UI alum and COP21 negotiator marks summit “beginning of the end of the fossil-fuel era”


A COP21 attendee walks along a corridor connecting sections at the COP21 climate summit in Paris in December. (KC McGinnis / CGRER)
A COP21 attendee walks along a corridor connecting sections at the COP21 climate summit in Paris in December. (KC McGinnis / CGRER)
KC McGinnis | December 22, 2015

A University of Iowa alum and member of the UI Center for Global & Regional Environmental Research (CGRER) called the recent COP21 summit at which he was a delegate, “the beginning of the end of the fossil-fuel era.”

That quote, which appeared in a New York Times summary of the climate talks, came from Marcelo Mena-Carrasco, a civil and environmental engineering graduate with masters and doctoral degrees from the University of Iowa. Mena-Carrasco is now serving in a Chilean cabinet post as its Undersecretary of the Environment.

Mena-Carrasco met with CGRER co-director Jerry Schnoor at the climate summit to hear what Latin American countries thought of the agreement as it was in progress.

“Mostly they’re trying to get it to be a bit more ambitious,” he said in a CGRER interview from COP21.

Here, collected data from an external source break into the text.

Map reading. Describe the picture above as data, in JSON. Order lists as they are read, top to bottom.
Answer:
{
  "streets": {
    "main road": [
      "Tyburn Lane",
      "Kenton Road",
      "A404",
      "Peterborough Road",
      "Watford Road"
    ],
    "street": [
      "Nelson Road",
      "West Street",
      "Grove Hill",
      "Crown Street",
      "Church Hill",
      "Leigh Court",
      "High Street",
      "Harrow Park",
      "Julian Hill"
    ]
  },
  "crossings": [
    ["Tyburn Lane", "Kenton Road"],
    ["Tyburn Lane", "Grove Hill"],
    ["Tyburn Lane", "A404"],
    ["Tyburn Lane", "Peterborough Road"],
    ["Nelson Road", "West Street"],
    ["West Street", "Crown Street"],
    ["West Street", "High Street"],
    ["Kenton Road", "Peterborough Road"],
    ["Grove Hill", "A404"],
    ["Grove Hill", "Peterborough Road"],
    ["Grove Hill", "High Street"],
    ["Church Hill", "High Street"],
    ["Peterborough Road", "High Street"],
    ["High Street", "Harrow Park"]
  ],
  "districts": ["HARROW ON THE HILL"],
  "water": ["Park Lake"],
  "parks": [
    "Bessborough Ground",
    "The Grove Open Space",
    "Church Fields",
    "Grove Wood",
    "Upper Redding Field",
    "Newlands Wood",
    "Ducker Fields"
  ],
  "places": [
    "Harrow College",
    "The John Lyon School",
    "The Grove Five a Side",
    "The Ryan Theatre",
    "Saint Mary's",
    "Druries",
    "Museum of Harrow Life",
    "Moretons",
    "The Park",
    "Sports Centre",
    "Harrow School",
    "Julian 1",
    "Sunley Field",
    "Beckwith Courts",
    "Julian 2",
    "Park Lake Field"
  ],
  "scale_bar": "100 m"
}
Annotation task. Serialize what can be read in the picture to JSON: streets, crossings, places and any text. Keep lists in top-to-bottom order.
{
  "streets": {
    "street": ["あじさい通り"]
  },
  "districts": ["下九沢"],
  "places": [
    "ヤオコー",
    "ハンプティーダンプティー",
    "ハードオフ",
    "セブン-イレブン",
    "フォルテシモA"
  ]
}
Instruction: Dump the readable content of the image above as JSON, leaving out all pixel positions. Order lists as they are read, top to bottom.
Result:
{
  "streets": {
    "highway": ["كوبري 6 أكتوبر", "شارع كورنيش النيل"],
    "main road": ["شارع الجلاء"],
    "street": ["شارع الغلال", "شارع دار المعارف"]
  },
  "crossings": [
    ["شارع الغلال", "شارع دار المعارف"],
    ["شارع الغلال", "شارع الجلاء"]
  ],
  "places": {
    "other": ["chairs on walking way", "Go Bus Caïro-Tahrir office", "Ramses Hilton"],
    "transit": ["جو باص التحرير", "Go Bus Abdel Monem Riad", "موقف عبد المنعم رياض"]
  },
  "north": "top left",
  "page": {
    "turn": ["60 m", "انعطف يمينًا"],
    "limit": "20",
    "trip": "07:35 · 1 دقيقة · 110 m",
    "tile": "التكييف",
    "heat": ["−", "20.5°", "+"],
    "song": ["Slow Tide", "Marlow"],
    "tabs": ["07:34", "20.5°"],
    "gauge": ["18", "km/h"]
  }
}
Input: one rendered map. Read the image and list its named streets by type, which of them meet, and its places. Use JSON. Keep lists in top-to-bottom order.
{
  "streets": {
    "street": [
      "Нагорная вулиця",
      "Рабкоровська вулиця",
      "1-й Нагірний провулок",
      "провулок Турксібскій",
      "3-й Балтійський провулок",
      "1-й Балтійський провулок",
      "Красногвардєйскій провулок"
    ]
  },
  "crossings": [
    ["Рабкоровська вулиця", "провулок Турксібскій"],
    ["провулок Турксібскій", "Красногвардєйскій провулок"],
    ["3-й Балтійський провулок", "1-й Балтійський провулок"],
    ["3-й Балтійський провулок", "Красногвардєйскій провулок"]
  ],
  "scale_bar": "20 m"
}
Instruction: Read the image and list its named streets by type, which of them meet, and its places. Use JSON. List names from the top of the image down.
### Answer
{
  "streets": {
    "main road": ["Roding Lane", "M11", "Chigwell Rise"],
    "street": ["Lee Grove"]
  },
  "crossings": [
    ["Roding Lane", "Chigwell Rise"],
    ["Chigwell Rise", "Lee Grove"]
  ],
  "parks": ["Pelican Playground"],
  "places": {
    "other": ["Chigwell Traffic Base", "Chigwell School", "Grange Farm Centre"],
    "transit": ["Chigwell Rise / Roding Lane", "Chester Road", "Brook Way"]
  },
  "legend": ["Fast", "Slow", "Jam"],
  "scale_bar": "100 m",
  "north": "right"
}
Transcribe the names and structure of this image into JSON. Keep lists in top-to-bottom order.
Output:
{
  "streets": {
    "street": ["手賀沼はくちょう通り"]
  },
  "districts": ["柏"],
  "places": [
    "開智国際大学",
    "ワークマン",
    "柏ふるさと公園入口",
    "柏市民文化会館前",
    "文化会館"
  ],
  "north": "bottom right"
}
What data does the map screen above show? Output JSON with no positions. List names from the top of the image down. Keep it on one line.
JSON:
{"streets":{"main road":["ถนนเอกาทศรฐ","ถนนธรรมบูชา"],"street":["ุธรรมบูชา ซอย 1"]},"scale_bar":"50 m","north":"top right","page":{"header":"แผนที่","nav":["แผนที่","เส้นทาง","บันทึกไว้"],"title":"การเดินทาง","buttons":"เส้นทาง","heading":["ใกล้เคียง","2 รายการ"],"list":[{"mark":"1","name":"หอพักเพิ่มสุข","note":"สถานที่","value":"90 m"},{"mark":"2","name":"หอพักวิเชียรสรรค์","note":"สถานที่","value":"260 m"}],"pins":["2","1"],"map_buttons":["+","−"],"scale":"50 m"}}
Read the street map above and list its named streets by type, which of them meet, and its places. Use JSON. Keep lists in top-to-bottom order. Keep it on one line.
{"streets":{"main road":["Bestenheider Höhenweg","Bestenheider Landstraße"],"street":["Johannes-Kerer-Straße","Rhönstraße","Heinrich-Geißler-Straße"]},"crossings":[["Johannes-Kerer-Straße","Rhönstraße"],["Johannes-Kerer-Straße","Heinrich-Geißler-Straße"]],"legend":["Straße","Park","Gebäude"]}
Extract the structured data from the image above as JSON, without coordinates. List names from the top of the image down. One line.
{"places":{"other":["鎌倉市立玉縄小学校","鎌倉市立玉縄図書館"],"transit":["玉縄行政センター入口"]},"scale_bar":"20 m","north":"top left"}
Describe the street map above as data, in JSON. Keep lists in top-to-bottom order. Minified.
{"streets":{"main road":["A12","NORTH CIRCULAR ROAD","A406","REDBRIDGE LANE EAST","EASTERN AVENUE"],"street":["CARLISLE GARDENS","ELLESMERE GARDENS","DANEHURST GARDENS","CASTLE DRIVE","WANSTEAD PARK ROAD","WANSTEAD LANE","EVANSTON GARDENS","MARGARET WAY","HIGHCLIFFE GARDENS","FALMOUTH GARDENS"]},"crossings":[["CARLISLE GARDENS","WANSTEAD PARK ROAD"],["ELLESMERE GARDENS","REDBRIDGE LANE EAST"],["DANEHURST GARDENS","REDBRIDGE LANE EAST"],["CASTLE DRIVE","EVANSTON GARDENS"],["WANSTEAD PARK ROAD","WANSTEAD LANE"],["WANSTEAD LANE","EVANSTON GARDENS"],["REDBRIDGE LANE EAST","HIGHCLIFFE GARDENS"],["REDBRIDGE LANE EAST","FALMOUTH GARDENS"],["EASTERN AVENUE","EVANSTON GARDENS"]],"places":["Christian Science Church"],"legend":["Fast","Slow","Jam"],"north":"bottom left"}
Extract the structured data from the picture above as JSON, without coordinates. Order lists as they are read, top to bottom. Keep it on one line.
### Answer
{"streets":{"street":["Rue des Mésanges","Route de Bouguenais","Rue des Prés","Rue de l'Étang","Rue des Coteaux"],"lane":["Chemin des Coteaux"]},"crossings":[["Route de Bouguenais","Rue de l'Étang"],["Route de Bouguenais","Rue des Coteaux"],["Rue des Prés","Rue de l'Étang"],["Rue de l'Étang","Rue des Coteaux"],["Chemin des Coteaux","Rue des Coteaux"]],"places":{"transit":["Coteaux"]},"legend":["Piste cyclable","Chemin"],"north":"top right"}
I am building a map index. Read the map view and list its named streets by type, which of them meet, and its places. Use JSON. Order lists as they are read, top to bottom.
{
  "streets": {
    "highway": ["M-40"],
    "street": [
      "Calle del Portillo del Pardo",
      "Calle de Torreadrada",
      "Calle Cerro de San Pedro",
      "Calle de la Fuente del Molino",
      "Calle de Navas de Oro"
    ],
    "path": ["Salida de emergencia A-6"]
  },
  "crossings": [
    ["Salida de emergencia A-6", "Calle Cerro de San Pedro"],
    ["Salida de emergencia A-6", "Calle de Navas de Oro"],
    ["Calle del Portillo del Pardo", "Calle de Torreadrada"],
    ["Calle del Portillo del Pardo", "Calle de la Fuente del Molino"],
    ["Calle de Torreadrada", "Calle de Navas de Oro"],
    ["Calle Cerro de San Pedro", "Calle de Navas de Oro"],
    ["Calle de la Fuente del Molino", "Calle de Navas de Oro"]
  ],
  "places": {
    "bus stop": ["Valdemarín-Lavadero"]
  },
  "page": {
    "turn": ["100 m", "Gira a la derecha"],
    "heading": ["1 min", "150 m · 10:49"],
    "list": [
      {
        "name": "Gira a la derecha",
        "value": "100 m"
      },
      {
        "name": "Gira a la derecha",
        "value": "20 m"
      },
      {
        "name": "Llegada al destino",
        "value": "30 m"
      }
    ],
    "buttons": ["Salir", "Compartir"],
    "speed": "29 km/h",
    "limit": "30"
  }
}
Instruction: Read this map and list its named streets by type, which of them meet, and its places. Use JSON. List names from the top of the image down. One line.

Many Latin American countries are among those most affected by global climate change, made especially vulnerable by rising temperatures, deforestation and expanding deserts. Last year Chile approved the first carbon tax in South America at a modest $5 per metric ton of carbon dioxide emissions. The largest solar plant in Latin America is currently under construction in the Chilean desert.